El papel determinante de los militares en la reconfiguración del poder político en Venezuela
La vicepresidenta de Venezuela, Delcy Rodríguez, participó en una sesión de la Asamblea Nacional en Caracas el 5 de enero de 2026. Las Fuerzas Armadas Nacionales Bolivarianas (FANB) han acumulado poder económico y político gestionando puertos, minas y compañías petroleras desde la época de Hugo Chávez. Estados Unidos menciona tomar el control de las reservas petroleras venezolanas, lo que implica que los militares podrían influir en la dirección del país. A diferencia de otras situaciones, las FANB no fueron destruidas por Estados Unidos, manteniendo su papel clave en los gobiernos de Chávez y Maduro a cambio de beneficios institucionales.

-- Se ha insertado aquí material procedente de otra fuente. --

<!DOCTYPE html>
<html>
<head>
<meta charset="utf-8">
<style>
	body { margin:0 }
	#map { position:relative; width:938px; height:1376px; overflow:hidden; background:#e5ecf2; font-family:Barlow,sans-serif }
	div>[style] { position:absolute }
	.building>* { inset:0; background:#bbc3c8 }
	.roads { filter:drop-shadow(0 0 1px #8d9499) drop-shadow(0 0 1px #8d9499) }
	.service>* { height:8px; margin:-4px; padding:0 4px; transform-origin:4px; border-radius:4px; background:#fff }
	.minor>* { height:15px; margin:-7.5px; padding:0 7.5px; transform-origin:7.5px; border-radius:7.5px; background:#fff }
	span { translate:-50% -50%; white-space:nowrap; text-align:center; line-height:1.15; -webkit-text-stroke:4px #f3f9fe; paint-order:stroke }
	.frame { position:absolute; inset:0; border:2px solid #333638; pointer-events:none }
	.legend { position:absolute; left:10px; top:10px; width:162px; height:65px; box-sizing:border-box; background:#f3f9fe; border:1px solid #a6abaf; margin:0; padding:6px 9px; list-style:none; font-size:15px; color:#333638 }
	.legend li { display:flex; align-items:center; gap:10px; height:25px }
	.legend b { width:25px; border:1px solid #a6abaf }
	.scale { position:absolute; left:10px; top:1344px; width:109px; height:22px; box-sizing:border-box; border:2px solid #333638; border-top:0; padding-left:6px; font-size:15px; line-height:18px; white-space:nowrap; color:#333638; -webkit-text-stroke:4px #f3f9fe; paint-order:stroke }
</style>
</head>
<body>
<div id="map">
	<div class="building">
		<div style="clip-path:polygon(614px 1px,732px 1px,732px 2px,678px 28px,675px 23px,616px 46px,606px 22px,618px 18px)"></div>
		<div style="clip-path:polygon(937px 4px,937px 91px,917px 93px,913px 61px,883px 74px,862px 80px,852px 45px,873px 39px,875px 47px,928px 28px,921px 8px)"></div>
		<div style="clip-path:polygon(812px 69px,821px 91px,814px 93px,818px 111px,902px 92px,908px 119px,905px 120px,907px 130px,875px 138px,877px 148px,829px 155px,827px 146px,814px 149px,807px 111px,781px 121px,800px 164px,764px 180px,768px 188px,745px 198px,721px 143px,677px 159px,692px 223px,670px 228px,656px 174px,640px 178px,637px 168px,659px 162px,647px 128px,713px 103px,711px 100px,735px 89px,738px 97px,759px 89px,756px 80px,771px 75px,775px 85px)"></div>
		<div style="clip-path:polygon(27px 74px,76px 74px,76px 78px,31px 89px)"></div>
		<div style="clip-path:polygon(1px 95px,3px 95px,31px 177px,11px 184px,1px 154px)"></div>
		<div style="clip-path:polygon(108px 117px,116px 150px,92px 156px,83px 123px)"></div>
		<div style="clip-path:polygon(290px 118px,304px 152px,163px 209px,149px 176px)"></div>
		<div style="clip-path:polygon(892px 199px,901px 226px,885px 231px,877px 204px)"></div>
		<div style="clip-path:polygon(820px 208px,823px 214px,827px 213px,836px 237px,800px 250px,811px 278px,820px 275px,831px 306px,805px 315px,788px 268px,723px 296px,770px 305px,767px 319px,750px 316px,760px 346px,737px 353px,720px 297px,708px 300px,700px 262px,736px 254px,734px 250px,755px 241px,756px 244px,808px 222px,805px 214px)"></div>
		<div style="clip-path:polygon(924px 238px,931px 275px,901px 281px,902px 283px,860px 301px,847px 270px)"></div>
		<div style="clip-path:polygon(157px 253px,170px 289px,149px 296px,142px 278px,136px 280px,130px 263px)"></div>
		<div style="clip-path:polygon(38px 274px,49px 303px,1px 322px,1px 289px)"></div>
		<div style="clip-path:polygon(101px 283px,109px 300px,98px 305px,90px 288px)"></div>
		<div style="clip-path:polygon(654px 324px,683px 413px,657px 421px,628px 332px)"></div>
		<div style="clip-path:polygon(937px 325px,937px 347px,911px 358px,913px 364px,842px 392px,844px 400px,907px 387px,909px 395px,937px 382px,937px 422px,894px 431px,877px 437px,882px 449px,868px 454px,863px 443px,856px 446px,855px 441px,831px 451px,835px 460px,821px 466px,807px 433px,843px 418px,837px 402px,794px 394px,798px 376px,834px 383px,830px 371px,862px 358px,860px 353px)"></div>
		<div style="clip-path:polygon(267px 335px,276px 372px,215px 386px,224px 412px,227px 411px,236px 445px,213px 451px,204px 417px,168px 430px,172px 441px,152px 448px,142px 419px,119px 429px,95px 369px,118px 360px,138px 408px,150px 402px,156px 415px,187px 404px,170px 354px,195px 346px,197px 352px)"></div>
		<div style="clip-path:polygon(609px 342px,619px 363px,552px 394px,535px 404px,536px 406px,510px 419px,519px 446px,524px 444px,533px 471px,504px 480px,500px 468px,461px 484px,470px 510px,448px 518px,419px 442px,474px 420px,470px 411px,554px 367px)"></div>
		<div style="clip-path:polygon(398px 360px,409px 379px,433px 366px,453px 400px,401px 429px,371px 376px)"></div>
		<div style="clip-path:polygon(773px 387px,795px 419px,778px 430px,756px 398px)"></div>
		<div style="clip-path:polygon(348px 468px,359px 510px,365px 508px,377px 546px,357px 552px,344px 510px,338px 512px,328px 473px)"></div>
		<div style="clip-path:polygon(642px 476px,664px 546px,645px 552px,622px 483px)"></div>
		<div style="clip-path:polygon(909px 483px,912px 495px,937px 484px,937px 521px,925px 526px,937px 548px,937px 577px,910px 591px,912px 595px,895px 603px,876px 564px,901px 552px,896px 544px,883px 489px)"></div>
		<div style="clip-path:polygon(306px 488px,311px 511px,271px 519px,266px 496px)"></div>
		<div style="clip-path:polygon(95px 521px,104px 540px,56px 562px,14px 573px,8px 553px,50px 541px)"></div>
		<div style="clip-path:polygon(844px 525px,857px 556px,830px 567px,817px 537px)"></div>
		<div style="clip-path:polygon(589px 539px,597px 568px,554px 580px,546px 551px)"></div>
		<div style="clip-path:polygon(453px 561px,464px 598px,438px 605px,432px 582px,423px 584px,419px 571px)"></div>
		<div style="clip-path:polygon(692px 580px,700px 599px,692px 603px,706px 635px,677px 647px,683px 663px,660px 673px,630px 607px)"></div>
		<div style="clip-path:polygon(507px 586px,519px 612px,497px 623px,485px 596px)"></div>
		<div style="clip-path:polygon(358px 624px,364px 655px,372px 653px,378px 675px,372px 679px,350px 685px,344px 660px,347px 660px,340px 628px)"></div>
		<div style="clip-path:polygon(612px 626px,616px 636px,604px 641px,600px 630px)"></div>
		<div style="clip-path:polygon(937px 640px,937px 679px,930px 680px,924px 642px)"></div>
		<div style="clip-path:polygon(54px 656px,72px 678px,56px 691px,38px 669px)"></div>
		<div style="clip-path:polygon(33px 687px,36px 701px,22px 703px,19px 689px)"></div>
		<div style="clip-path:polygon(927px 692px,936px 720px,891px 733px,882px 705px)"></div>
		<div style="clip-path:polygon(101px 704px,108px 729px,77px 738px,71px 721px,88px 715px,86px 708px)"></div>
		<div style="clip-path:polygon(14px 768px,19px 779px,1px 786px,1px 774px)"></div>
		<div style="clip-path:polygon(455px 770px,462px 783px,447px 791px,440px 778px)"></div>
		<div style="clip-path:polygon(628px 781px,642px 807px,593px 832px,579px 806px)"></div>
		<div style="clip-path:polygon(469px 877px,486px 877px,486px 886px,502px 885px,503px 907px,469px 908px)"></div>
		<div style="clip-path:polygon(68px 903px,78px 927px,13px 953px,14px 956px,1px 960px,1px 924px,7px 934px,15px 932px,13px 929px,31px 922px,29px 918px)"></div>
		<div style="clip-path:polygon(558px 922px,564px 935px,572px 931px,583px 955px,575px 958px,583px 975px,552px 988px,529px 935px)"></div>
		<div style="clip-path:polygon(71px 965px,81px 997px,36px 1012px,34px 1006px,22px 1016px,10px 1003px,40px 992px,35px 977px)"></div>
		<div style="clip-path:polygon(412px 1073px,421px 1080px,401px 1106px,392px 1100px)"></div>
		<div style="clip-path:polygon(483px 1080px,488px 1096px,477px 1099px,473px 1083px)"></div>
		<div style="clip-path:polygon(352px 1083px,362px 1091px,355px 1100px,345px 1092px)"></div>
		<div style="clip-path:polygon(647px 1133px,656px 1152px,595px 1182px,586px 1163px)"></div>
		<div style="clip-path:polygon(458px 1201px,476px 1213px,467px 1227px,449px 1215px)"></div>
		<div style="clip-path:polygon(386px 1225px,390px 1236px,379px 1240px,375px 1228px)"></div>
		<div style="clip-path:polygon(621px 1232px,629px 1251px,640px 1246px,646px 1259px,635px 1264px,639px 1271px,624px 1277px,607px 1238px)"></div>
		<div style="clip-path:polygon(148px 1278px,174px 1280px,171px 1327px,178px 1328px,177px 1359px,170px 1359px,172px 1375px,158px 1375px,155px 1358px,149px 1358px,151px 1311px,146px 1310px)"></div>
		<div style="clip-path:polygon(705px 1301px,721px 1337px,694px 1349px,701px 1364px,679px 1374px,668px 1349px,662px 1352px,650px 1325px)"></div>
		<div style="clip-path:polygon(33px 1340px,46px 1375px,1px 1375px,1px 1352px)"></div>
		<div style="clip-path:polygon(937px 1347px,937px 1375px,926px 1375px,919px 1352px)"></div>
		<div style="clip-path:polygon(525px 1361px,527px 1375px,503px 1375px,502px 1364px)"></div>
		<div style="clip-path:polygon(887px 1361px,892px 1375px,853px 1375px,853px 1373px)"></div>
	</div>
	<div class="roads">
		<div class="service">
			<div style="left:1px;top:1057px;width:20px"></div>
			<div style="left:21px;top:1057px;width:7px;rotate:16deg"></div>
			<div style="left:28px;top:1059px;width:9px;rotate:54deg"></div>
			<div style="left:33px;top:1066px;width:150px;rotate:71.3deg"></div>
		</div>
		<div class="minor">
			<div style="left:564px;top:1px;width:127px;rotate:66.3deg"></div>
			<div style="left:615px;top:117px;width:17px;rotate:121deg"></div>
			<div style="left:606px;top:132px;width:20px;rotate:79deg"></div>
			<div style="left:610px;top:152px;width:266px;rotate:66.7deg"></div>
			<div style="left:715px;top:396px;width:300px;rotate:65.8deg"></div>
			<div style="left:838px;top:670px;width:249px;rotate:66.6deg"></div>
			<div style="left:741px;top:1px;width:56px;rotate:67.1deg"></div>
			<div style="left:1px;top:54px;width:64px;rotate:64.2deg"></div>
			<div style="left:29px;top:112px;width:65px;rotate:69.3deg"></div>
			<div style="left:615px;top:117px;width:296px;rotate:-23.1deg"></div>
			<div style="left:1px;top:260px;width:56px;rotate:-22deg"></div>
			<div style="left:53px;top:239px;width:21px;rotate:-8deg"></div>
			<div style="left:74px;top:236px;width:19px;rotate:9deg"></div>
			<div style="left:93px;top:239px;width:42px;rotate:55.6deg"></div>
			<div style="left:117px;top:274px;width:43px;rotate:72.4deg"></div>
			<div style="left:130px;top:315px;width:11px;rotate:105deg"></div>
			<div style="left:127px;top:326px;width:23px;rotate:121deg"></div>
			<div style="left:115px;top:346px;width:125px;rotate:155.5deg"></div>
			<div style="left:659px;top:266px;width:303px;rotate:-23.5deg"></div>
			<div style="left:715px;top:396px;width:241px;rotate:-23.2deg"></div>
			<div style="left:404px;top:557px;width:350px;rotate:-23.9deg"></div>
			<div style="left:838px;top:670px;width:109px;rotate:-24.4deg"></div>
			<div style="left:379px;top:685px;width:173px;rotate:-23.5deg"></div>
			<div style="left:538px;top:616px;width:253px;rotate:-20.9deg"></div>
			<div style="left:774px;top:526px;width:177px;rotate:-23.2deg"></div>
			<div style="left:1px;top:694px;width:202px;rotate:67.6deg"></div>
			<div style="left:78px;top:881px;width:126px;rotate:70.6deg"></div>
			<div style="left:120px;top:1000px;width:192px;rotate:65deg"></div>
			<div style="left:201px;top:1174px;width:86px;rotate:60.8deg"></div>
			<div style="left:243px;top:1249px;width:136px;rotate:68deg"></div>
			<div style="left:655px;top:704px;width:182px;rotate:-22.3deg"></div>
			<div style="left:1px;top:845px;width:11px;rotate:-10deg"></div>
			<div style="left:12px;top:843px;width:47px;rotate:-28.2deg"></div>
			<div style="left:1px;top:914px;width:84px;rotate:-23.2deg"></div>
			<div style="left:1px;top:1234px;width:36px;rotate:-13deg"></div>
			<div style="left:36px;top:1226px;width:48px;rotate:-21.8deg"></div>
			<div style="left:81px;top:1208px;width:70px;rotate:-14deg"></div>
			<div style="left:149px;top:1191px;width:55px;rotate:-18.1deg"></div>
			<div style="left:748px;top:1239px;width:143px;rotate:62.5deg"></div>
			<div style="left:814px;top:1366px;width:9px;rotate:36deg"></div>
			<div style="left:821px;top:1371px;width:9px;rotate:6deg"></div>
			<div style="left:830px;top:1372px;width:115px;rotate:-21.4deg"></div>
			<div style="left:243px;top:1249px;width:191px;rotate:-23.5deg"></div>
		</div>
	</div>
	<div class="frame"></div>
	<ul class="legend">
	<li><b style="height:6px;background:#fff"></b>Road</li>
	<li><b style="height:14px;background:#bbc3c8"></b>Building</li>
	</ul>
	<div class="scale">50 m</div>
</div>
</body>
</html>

La vicepresidenta de Venezuela, Delcy Rodríguez, fue parte de una sesión crucial en la Asamblea Nacional en Caracas el 5 de enero de 2026. Desde la era de Hugo Chávez, las Fuerzas Armadas Nacionales Bolivarianas (FANB) han consolidado su influencia económica y política, manejando puertos, minas y empresas petroleras. Esta situación ha llevado a Estados Unidos a plantear la posibilidad de tomar el control de las reservas petroleras venezolanas, lo que podría implicar una influencia militar en la dirección del país.
A diferencia de escenarios anteriores, las FANB no fueron desmanteladas por Estados Unidos, manteniendo así un papel crucial en los gobiernos de Chávez y Maduro a cambio de beneficios institucionales. Este escenario plantea la interrogante sobre el papel que desempeñan los militares en la configuración del poder en Venezuela.
Según el internacionalista Manuel Camino González, los militares venezolanos han mantenido una notable autonomía respecto al poder político y civil, siendo un factor determinante en posibles cambios de régimen o liderazgo. Con contratos petroleros y control de negocios estatales, los militares han acumulado poder que los posiciona como actores clave en la toma de decisiones sobre el futuro del país.
La entrada de empresas estadounidenses, como Exxon, plantea nuevos desafíos. ¿Buscarán estas empresas una porción del pastel a expensas de las Fuerzas Armadas? El nuevo gobierno, con la presidenta interina como interlocutora directa con Trump, deberá abordar esta situación. La reciente operación militar estadounidense reveló la vulnerabilidad de la Fuerza Armada nacional en proteger al país, lo que podría debilitar su posición económica e institucional.
La debilidad en defensa antiaérea ha sido expuesta, a pesar de la importancia militar de Venezuela. Esta situación podría ser aprovechada para limitar el poder de los militares y redistribuir funciones y competencias. La fortaleza de las FANB en el ámbito económico e institucional podría estar en riesgo, generando incertidumbre sobre su futuro rol en la dirección del país.